Tomorrow night I’m giving a sit down dinner for our closest friends – 4 other couples and one single guy. I’ve been doing this for 22 years. For the first 12 years we had to all sit on the floor in the tiny living room in our old house. Now we all sit at a table, augmented by a folding table from Ducky Bob’s Party Rentals. I worried at first that sitting at a table might change things and make people feel more formal. I’m so stupid sometimes. I know these people better than that. It’s going to be an orgy of food and wine and indiscriminate suggestive laughter and dirty funny talk no matter what the setting.
Somehow I felt this year was really special, so when I went to get the meat, I went all out. I got a prime, boneless Christian baby weighing 8 pounds. You don’t want to know how much I paid. I’ll make a nice wine reduction, with some shallots. The guys always attack that like they’ve never had Christian baby before in their lives. I have to stop them from eating it all – some of the leftovers always go on the Anti-Christmas Tree.
The tree is really a beauty this year – and it by godless better be for the price we paid. They’re double in price here this year. It’s more of that War on Christmas. If you can’t afford a tree this year, you know whom to blame. Bill O’Reilly. He’s got the damn Midnight Clear patrol buying them up and building forts out of them. Oh, and if you put up those white lights, you are really apt to draw sniper fire this year. If you want to avoid getting shot before 2006, you’d be well advised to put up green and red. In a pinch, one or the other will do, but to be on the safe side, you better hide a machine gun behind the holly bushes, or up on the roof.
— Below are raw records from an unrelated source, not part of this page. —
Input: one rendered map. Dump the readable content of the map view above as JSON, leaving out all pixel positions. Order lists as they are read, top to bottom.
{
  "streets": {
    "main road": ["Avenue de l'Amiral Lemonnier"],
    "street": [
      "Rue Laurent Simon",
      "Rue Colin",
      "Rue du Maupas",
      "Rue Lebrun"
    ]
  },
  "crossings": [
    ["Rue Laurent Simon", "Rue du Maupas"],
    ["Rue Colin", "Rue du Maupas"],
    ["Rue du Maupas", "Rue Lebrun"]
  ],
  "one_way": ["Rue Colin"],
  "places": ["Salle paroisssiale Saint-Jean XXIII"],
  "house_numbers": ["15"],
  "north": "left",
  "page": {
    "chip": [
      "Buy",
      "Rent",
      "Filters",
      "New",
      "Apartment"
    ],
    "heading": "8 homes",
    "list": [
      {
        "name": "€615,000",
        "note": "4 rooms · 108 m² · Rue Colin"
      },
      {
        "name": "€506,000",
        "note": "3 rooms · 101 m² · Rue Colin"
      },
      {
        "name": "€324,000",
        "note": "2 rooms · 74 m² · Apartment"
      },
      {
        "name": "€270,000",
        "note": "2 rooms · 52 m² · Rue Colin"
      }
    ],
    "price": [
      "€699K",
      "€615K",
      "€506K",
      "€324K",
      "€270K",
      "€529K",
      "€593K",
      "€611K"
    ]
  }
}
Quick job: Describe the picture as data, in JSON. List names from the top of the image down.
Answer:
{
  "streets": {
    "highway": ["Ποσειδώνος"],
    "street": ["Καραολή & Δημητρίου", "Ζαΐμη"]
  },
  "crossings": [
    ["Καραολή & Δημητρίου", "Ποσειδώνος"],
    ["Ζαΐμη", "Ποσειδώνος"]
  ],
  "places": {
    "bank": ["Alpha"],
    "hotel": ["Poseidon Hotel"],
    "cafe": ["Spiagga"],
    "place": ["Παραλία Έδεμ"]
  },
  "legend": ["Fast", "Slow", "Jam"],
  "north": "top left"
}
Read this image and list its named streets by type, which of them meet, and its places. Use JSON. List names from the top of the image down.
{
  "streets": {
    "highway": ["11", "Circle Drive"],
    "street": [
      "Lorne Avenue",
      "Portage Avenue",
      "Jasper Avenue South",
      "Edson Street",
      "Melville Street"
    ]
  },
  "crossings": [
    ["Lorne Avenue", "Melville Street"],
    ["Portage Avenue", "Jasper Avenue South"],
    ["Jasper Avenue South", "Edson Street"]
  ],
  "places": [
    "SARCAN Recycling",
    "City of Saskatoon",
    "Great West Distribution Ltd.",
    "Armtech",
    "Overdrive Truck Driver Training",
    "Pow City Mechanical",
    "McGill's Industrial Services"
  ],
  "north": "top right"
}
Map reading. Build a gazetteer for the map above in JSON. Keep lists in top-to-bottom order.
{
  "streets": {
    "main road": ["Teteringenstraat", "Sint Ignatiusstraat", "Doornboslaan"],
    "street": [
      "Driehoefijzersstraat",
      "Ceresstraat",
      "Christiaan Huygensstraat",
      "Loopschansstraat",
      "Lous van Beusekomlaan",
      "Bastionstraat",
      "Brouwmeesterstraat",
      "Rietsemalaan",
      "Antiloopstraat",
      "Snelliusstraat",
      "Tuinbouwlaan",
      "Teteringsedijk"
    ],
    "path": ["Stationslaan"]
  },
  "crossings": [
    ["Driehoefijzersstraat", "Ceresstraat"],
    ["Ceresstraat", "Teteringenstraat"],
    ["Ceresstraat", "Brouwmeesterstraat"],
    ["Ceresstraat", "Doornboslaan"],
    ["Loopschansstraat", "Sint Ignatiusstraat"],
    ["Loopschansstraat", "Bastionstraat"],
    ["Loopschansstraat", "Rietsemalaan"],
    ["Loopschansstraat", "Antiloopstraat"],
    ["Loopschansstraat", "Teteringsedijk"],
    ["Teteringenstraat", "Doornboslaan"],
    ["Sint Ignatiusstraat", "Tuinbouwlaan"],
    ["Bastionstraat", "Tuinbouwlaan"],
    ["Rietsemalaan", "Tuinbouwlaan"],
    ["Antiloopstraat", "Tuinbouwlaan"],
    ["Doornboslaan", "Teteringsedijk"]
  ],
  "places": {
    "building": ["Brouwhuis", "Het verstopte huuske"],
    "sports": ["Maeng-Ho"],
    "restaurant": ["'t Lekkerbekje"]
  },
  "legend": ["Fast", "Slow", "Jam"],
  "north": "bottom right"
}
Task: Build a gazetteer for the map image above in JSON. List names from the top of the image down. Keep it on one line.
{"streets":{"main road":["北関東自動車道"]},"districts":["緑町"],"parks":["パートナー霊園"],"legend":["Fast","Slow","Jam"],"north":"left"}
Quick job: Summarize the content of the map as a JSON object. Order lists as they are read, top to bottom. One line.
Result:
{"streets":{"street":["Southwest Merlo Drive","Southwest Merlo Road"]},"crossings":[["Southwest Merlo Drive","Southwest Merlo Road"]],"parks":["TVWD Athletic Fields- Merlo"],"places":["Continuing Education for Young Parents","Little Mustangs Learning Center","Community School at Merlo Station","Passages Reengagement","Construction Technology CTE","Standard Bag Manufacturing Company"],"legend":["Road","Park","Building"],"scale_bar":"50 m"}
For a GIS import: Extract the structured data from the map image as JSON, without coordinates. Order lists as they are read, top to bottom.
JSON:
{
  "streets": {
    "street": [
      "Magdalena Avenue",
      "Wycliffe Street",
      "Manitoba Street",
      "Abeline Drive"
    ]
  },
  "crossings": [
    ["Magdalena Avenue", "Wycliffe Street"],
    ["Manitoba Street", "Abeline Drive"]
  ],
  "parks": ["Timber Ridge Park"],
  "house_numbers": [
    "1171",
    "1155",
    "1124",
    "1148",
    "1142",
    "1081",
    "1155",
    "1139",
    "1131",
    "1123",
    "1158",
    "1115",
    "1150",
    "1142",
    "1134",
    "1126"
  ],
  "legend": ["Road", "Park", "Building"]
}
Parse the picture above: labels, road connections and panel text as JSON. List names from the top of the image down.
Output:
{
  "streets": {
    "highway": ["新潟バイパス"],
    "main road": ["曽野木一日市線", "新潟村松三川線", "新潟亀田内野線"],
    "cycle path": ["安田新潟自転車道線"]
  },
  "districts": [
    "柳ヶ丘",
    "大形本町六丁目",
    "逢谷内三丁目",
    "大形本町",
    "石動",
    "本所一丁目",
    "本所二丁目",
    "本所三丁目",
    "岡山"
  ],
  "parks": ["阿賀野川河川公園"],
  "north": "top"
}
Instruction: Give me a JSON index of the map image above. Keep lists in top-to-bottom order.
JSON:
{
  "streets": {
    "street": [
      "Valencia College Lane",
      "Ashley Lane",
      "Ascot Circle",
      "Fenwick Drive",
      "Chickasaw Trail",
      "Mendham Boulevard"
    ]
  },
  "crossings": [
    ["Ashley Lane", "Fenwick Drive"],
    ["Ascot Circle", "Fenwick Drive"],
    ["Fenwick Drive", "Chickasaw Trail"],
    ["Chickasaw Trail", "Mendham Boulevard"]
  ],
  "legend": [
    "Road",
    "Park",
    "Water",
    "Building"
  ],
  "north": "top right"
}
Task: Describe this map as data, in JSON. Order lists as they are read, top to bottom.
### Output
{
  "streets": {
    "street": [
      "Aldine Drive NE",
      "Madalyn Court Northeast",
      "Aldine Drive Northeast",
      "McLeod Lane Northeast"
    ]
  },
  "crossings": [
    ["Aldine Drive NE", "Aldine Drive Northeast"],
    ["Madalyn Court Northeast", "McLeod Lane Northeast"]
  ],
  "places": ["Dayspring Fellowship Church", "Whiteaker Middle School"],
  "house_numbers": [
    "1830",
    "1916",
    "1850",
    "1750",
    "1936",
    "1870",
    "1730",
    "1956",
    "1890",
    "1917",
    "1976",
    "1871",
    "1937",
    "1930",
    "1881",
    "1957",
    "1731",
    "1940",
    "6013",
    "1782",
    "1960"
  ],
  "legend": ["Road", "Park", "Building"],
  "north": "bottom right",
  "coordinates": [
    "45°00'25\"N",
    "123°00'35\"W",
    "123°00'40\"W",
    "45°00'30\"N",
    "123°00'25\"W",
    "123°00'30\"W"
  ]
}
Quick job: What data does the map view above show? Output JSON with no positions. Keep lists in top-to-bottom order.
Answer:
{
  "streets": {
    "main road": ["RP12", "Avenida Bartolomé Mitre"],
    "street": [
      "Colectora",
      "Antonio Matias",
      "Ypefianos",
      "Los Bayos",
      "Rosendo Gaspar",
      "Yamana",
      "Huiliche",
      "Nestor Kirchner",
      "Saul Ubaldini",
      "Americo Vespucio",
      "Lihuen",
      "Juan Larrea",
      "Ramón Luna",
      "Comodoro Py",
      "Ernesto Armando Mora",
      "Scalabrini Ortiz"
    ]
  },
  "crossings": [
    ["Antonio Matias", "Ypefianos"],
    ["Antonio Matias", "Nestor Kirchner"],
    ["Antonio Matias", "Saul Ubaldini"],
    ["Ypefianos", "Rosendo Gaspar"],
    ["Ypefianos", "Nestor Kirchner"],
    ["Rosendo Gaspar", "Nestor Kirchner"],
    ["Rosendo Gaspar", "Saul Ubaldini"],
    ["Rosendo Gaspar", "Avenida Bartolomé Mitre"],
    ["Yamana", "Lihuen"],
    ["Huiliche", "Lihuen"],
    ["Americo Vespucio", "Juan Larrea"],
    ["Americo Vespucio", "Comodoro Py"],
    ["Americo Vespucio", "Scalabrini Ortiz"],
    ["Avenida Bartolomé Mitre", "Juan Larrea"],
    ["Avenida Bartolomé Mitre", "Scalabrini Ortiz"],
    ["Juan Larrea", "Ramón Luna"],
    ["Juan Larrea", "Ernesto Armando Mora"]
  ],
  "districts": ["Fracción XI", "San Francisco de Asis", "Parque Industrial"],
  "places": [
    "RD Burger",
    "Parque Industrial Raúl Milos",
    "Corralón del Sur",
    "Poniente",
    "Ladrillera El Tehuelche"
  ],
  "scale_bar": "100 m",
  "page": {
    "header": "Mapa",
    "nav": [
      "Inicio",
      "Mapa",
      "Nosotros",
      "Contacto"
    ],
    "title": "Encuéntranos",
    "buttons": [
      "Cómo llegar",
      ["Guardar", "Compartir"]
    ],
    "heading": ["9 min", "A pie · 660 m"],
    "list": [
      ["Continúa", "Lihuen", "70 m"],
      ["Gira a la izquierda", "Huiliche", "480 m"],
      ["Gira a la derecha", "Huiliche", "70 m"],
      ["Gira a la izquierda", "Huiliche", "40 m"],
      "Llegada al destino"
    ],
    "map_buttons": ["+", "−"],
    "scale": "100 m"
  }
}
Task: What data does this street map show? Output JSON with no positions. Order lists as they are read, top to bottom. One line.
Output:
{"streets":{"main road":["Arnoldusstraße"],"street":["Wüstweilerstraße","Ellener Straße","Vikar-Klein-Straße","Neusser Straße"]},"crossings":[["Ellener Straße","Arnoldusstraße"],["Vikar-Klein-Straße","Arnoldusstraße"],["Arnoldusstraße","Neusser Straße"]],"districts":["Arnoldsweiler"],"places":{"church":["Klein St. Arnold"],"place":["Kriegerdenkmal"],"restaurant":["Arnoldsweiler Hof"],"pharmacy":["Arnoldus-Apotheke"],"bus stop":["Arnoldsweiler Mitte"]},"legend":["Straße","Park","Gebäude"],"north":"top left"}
I have my black silk stocking hung by the chimney with care, and Patrick Fitzgerald is welcome to come fill it personally. But really, as long as Anti Claus brings me an indictment with Rove’s name on it for Anti-Christmas, I’ll be a happy little Anti-Christmas Liberal.
I’m looking forward to the party tomorrow night; I’m feeling quite mellow about the season. I might even call for a cease fire and a prisoner exchange. I’m fucking fed up with these shepherds anyway.